Earlier this month, Chesapeake announced that it has entered into a 50/50 statewide area of mutual interest covering all of Alabama with Energen Resources Corporation of Birmingham, Alabama. Chesapeake acquired 100,000 net acres from Energen to augment the approximate 10,000 net acres Chesapeake had previously acquired in Alabama. The two companies plan to initiate 3-D seismic and exploratory drilling programs in 2007.

Chesapeake's Leasehold and 3-D Seismic Inventories Now Total 10.5 Million Net Acres and 14.7 Million Acres; Risked Unproved Reserves in the Company's Inventory Now Reach 16.4 Tcfe, Bringing Total Reserve Base to 24.8 Tcfe

Since 2000, Chesapeake has invested $5.7 billion in new leasehold and 3-D seismic acquisitions and now owns what it believes to be the largest inventories of onshore leasehold (10.5 million net acres) and 3-D seismic (14.7 million acres) in the U.S. On this leasehold, the company has an estimated 25,000 net drilling locations, representing an approximate 10-year inventory of drilling projects, on which it believes it can develop approximately 3.2 tcfe of proved undeveloped reserves and approximately 16.4 tcfe of risked unproved reserves (68 tcfe of unrisked unproved reserves). Chesapeake's 8.4 tcfe of proved reserves and its risked unproved reserves together total approximately 24.8 tcfe.

To develop these assets more aggressively, Chesapeake has continued to significantly strengthen its technical capabilities by increasing its land, geoscience and engineering staff to approximately 800 employees. Today, the company has approximately 4,600 employees, of which approximately 65% work in the company's E&P operations and approximately 35% work in the company's oilfield service operations.

Chesapeake characterizes its drilling activity by one of four play types: conventional gas resource, unconventional gas resource, emerging unconventional gas resource and Appalachian Basin gas resource. In these plays, Chesapeake uses a probability-weighted statistical approach to estimate the potential number of drillsites and unproved reserves associated with such drillsites.
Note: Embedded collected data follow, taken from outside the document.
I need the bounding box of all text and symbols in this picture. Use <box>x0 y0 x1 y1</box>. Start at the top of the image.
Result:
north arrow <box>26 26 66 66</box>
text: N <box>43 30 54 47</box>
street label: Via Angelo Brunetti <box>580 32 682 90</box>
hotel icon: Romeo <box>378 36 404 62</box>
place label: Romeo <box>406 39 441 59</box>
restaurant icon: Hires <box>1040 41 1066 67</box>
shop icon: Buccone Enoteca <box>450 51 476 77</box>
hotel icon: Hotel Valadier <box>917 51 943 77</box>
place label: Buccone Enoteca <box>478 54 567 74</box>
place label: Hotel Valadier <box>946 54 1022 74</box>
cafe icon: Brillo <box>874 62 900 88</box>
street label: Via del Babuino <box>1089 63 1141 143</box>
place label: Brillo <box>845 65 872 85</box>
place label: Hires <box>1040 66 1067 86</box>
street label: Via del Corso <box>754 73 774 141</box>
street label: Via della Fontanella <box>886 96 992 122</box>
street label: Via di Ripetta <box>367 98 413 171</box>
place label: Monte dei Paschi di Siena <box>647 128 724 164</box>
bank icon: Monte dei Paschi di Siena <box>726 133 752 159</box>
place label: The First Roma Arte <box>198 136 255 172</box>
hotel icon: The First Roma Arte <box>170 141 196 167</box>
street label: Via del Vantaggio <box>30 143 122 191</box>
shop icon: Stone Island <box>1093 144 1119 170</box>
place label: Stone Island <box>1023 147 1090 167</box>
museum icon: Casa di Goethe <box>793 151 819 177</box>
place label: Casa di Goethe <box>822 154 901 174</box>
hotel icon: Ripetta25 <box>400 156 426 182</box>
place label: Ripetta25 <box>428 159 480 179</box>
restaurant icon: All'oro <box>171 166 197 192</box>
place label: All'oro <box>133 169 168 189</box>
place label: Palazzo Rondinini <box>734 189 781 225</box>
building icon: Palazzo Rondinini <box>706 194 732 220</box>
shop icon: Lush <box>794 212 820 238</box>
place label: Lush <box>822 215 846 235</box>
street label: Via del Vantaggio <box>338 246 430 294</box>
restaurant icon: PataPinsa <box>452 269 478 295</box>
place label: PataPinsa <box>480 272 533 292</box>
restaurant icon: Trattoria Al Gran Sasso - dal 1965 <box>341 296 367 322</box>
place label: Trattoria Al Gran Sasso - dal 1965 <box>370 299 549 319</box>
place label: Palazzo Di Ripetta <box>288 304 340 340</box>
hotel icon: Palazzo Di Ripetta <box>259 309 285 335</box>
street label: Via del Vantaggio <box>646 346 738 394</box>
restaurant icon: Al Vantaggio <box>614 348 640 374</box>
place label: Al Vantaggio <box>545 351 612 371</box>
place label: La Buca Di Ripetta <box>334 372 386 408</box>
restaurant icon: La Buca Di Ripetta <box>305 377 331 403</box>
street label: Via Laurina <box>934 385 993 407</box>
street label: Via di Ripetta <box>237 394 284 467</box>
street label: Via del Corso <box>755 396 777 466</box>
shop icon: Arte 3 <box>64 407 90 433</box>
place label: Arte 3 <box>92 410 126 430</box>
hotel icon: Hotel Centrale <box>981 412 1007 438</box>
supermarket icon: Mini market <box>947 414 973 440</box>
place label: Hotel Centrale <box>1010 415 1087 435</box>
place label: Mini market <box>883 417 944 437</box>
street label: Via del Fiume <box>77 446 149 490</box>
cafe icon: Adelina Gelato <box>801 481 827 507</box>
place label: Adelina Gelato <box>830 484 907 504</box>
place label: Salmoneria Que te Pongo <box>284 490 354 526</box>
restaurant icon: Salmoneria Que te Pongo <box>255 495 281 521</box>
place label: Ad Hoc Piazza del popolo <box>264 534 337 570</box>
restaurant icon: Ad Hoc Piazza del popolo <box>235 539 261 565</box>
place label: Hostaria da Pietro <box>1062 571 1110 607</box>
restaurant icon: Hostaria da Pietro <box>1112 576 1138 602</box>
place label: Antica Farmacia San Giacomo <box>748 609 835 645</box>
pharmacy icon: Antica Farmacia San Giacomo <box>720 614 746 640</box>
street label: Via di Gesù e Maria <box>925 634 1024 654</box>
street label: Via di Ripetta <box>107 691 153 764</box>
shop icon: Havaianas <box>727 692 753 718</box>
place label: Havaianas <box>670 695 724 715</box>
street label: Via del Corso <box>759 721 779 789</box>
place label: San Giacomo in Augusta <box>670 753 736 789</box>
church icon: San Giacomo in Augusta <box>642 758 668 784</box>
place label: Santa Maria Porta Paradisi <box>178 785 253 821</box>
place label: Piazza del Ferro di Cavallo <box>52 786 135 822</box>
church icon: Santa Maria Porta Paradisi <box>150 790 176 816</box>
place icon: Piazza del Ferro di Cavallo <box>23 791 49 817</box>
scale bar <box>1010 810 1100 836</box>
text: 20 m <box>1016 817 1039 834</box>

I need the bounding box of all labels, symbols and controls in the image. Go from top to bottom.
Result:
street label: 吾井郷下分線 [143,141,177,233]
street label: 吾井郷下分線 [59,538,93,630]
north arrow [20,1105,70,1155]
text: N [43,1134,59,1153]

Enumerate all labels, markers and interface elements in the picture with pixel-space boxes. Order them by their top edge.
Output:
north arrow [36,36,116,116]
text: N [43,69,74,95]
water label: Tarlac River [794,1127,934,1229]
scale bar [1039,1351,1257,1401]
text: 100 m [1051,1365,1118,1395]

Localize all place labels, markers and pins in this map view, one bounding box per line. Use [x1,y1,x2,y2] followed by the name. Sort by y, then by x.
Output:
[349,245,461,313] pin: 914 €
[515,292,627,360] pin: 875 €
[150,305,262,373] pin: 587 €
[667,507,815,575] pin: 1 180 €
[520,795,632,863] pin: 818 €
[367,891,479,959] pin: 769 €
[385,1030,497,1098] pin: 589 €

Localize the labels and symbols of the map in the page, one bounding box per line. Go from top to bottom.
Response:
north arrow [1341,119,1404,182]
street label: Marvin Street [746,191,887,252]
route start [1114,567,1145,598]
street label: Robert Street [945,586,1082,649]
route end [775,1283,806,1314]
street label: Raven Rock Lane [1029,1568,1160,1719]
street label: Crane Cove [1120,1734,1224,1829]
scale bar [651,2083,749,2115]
The following summarizes Chesapeake's position and activity in each gas resource play type and highlights notable projects in each play.

Conventional Gas Resource Plays - In its traditional conventional areas (i.e., portions of the Mid-Continent, Permian, Gulf Coast and South Texas regions), where exploration targets are typically deep and defined using 3-D seismic data, Chesapeake believes it has a meaningful competitive advantage due to its operating scale, deep drilling expertise and over 11.9 million acres of 3-D seismic data. In these plays, Chesapeake owns 3.1 million net acres on which it has an estimated 1.0 tcfe of proved undeveloped reserves and an estimated 2.9 tcfe of risked unproved reserves and is currently utilizing 39 operated drilling rigs (up to 40 rigs by year-end) to further develop its inventory of approximately 3,200 drillsites. Three of Chesapeake's most important conventional gas resource plays are described below.

    --  South Texas: Located primarily in Zapata County, Texas,
        Chesapeake's South Texas assets are currently producing
        approximately 150 mmcfe per day and the company is currently
        utilizing eight rigs (also eight rigs at year-end) to develop
        its 140,000 net acres of leasehold. Chesapeake's proved
        undeveloped reserves in South Texas are an estimated 169 bcfe
        and its risked unproved reserves are an estimated 300 bcfe
        after applying a 75% risk factor and assuming an additional
        350 net wells are drilled in the years ahead. The company's
        expected results for vertical South Texas wells are $2.8
        million to develop 1.8 bcfe on 80 acre spacing.

    --  Mountain Front (primarily Morrow and Springer formations in
        western Oklahoma): From these prolific formations located in
        the Anadarko Basin, the company is currently producing
        approximately 105 mmcfe per day from the Mountain Front area
        and is currently utilizing three rigs (up to four rigs by
        year-end) to develop its 130,000 net acres of leasehold.
        Chesapeake's proved undeveloped reserves in the Mountain Front
        are an estimated 60 bcfe and its risked unproved reserves are
        an estimated 200 bcfe after applying a 70% risk factor and
        assuming an additional 80 net wells are drilled in the years
        ahead. The company's expected results for vertical Mountain
        Front wells are $8.0 million to develop 4.0 bcfe on 320 acre
        spacing.

    --  Southern Oklahoma (generally Pennsylvanian-aged formations in
        Bray, Cement, Golden Trend, Sholem Alechem and Texoma): From
        various formations located in the Marietta, Ardmore and
        Anadarko Basins, the company is currently producing
        approximately 154 mmcfe per day and is currently utilizing
        eight rigs (up to nine rigs by year-end) to develop its
        375,000 net acres of leasehold. Chesapeake's proved
        undeveloped reserves in southern Oklahoma are an estimated 239
        bcfe and its risked unproved reserves are an estimated 800
        bcfe after applying a 75% risk factor and assuming an
        additional 600 net wells are drilled in the years ahead. The
        company's expected results for southern Oklahoma wells are
        $3.5 million to develop 2.2 bcfe on 120 acre spacing.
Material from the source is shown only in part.